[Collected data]
◇ ◇ ◇

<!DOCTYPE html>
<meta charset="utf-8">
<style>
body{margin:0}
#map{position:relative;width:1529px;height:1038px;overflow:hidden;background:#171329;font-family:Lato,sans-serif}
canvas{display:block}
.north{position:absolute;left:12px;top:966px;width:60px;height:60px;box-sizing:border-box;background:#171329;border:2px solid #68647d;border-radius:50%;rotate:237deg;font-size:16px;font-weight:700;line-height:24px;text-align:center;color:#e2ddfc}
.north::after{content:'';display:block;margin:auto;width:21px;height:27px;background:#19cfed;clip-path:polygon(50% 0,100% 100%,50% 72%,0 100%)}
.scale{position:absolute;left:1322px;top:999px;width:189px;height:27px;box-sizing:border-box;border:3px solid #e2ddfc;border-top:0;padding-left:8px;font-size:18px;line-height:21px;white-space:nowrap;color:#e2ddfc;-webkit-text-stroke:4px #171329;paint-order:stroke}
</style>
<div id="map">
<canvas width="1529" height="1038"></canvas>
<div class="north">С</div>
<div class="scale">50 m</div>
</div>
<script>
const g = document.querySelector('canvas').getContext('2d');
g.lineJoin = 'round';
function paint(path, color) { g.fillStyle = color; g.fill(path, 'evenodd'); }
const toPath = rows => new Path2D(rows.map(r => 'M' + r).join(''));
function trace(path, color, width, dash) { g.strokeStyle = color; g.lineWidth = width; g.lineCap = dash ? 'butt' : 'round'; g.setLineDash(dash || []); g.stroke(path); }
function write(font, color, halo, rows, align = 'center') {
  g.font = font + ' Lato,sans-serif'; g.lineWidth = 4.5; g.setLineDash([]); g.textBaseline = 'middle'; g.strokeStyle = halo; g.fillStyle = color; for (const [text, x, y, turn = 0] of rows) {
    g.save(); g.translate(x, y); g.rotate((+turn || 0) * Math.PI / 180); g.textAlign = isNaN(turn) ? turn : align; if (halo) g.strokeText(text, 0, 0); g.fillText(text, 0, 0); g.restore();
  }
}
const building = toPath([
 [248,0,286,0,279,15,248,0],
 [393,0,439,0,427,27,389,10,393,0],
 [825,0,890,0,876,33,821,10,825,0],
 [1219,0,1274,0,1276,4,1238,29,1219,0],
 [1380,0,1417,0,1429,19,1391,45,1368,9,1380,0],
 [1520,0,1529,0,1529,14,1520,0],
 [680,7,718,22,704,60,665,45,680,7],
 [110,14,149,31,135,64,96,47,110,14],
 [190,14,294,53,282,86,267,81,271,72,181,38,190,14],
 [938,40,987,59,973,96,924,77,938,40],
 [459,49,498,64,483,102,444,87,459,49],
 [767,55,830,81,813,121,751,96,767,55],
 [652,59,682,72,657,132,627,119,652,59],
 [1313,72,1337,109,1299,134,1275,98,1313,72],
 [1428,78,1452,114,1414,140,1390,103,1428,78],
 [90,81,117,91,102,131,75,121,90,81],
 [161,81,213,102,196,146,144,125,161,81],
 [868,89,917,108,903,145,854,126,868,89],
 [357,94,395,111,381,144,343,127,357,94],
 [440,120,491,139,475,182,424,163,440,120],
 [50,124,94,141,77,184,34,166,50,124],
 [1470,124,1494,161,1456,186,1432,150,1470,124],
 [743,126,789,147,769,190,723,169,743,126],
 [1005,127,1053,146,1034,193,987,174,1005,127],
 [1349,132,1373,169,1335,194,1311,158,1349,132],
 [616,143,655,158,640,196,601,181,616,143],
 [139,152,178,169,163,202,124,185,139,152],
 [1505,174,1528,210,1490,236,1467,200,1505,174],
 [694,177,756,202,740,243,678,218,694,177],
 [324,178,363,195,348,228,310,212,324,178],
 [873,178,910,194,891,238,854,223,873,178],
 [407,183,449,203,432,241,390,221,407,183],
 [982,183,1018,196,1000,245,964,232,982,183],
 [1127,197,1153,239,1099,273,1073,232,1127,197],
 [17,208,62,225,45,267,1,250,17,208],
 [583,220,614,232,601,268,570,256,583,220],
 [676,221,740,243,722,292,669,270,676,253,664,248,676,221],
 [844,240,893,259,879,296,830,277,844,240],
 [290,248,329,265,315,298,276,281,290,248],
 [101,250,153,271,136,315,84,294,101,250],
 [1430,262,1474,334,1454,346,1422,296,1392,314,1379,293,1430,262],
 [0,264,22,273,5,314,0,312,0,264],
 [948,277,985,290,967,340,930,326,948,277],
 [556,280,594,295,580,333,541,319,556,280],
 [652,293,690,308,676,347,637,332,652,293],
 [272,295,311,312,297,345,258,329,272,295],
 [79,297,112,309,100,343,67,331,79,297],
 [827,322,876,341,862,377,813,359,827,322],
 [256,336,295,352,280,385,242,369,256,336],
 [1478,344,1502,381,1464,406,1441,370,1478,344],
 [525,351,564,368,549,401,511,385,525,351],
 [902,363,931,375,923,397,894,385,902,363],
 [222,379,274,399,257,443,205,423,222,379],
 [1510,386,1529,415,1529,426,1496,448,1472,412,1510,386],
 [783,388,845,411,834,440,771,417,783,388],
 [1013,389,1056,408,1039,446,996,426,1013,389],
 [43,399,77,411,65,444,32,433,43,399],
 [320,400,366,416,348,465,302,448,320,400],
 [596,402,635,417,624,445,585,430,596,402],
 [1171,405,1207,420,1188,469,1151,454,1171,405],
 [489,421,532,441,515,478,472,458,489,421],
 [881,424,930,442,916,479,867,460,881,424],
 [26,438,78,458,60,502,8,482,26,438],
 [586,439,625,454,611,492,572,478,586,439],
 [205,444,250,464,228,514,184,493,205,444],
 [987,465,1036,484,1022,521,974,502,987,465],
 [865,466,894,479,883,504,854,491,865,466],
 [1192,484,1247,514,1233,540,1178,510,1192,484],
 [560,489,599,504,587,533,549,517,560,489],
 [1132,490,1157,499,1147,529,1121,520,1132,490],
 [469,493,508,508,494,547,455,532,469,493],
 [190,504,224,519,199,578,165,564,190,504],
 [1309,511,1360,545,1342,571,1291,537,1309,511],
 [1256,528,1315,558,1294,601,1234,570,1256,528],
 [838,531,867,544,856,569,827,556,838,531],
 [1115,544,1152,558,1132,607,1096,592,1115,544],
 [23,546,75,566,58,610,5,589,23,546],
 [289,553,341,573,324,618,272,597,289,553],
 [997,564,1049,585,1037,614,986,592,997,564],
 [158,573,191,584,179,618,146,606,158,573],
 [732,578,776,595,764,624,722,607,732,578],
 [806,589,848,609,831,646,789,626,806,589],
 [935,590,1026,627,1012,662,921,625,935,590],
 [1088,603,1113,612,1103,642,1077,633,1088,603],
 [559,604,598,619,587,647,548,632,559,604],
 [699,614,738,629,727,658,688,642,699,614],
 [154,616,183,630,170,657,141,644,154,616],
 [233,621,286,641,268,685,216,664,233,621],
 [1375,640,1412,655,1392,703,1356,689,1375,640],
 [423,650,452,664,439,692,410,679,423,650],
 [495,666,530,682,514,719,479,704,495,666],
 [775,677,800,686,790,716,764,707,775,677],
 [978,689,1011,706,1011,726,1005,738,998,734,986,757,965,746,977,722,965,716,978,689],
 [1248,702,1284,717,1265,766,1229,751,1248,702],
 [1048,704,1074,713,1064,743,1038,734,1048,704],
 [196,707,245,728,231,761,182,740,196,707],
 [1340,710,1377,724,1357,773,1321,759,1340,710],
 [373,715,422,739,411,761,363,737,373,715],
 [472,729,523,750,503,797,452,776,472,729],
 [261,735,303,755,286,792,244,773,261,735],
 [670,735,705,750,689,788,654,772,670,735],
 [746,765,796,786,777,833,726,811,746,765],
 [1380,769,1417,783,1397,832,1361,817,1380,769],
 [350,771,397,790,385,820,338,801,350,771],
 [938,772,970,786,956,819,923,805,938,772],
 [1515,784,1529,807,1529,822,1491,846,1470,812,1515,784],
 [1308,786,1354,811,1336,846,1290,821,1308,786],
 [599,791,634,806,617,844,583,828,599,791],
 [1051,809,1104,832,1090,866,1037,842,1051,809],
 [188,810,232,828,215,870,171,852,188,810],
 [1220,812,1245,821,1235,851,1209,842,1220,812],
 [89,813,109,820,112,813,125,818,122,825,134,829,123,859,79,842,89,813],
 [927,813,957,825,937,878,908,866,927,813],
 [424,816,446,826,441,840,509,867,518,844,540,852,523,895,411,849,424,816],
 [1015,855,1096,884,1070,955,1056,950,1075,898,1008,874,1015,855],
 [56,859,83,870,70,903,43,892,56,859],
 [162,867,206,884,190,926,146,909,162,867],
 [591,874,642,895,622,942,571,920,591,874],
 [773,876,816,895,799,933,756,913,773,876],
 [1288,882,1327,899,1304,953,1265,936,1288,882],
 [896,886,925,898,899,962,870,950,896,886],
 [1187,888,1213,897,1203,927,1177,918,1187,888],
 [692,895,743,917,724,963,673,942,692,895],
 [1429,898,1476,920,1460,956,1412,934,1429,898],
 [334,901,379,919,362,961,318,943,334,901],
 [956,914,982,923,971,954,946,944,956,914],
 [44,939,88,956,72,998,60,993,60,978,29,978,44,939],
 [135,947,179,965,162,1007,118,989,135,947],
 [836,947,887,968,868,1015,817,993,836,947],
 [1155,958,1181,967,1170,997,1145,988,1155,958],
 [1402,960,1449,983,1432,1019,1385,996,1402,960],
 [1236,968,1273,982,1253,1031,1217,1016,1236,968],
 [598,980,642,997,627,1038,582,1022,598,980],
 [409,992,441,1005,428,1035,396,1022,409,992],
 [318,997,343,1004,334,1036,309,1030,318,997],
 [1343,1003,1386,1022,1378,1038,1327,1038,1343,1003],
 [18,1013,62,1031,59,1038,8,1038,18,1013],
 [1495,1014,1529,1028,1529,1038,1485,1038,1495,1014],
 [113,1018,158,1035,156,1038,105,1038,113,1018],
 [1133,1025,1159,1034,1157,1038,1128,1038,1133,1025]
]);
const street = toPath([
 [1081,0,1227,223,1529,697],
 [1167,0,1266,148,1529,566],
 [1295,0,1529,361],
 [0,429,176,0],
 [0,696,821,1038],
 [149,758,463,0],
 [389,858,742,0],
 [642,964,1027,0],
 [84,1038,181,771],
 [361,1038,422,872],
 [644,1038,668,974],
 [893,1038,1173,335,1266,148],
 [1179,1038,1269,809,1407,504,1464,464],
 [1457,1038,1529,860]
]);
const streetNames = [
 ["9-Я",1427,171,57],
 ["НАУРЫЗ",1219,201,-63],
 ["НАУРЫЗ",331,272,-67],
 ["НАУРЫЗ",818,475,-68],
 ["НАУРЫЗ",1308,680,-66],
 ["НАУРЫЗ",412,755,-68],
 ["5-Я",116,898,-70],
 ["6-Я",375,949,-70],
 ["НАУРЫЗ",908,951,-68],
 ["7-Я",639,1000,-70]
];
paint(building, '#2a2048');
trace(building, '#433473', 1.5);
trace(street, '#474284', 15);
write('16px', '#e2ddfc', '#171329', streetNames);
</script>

◇ ◇ ◇

* **WHAT THE TASK ASKS**
Among the lines above, find the ones containing "lineWidth" and copy them.

* **TASK OUTPUT**
function trace(path, color, width, dash) { g.strokeStyle = color; g.lineWidth = width; g.lineCap = dash ? 'butt' : 'round'; g.setLineDash(dash || []); g.stroke(path); }
  g.font = font + ' Lato,sans-serif'; g.lineWidth = 4.5; g.setLineDash([]); g.textBaseline = 'middle'; g.strokeStyle = halo; g.fillStyle = color; for (const [text, x, y, turn = 0] of rows) {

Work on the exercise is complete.